Crude-oil futures were little changed in Asian trade Tuesday with Brent almost flat as tensions in Ukraine and the Middle East stemmed further losses in oil prices.

On the New York Mercantile Exchange, light, sweet crude futures for delivery in October traded at $95.77 a barrel at 0424 GMT, down $0.19 in the Globex electronic session. October Brent crude on London's ICE Futures exchange fell $0.02 to $102.77 a barrel.

U.S. markets will reopen after the Labor Day holiday weekend and investors are likely to assess recent developments in Ukraine and Libya, and manufacturing and economic data from different countries, traders said.

In Ukraine the military is moving to adopt a defensive strategy against an incursion by Russian troops, even as U.S. and European officials discuss a fresh round of sanctions against Moscow.

Libya's outgoing cabinet has acknowledged that it has lost control of the capital Tripoli to Islamist-allied militias, risking oil production that averaged around 500,000 barrels a day at the end of August.

Crude prices appear to have stabilized, helped by strong West African crude flows to Asia, but there are significant factors that will prevent a near-term price recovery, Michael Wittner, head of oil research at Societe Generale said in a weekly report.

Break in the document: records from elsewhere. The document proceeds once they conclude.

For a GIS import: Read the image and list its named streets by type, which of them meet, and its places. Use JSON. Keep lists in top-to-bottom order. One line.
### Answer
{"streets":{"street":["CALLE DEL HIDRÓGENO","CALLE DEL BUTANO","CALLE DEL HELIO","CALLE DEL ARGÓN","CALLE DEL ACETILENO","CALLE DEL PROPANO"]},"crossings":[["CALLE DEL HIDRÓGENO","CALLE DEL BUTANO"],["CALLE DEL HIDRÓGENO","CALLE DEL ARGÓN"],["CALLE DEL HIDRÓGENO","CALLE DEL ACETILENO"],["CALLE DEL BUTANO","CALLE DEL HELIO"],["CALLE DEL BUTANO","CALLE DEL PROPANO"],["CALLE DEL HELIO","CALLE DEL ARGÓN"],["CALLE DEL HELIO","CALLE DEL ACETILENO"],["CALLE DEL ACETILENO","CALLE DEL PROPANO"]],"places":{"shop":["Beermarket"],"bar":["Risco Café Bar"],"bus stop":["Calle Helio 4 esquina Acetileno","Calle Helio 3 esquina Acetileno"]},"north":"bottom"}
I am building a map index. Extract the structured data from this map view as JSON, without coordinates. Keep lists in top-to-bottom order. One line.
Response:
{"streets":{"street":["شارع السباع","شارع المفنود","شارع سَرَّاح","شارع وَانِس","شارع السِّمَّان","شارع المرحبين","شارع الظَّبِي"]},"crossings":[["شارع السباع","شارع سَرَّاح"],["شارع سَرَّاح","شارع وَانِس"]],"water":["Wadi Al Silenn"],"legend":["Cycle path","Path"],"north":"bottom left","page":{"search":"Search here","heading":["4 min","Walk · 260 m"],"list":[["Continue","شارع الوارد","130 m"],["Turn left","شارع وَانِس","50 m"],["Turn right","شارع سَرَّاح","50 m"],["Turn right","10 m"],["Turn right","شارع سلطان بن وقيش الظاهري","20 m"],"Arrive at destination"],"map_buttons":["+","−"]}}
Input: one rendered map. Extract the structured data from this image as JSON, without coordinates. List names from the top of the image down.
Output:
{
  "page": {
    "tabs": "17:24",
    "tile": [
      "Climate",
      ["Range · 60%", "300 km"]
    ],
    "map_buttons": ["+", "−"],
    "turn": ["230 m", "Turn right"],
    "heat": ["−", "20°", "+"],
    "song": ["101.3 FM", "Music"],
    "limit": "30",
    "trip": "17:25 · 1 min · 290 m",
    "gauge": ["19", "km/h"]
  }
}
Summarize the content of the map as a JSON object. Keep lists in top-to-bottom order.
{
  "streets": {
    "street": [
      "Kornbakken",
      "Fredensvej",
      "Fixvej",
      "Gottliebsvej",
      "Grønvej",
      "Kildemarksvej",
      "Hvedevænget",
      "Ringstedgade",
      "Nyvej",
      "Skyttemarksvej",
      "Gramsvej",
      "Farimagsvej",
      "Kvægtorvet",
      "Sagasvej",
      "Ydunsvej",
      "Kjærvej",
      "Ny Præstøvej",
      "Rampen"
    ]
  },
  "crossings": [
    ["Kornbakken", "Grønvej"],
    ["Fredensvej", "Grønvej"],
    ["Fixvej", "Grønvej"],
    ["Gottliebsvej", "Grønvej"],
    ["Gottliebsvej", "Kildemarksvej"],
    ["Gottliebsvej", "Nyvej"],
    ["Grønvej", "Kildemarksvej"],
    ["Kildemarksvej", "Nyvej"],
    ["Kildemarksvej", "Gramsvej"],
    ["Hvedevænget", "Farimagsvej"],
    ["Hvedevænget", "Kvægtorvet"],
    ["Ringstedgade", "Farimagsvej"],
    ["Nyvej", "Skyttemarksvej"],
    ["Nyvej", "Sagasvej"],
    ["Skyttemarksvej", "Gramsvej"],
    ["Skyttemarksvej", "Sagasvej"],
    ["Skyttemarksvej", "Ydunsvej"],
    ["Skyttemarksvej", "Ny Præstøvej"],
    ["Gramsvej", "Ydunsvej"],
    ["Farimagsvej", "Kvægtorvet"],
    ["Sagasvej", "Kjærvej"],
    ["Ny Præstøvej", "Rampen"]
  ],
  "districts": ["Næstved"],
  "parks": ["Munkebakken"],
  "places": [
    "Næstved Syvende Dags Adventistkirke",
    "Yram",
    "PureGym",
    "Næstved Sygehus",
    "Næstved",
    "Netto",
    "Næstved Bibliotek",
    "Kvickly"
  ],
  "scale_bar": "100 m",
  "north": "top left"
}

He said a seasonal drop in global oil refinery operating levels in September and October, rising exports of Libyan crude oil and increasing volumes of crude being placed in storage, will help maintain downward pressure on front-month Brent crude prices.

"In the next couple of months, we see rangebound crude markets, with front-month ICE Brent trading around $102.50 ($100-105 range) and Nymex WTI trading around $95 ($92.50-97.50 range)," Mr. Wittner said.

Nymex reformulated gasoline blendstock for October--the benchmark gasoline contract--fell 62 points to $2.6167 a gallon, while October diesel traded at $2.8513, 88 points lower.

ICE gasoil for September changed hands at $865.50 a metric ton, up $2.00 from Monday's settlement.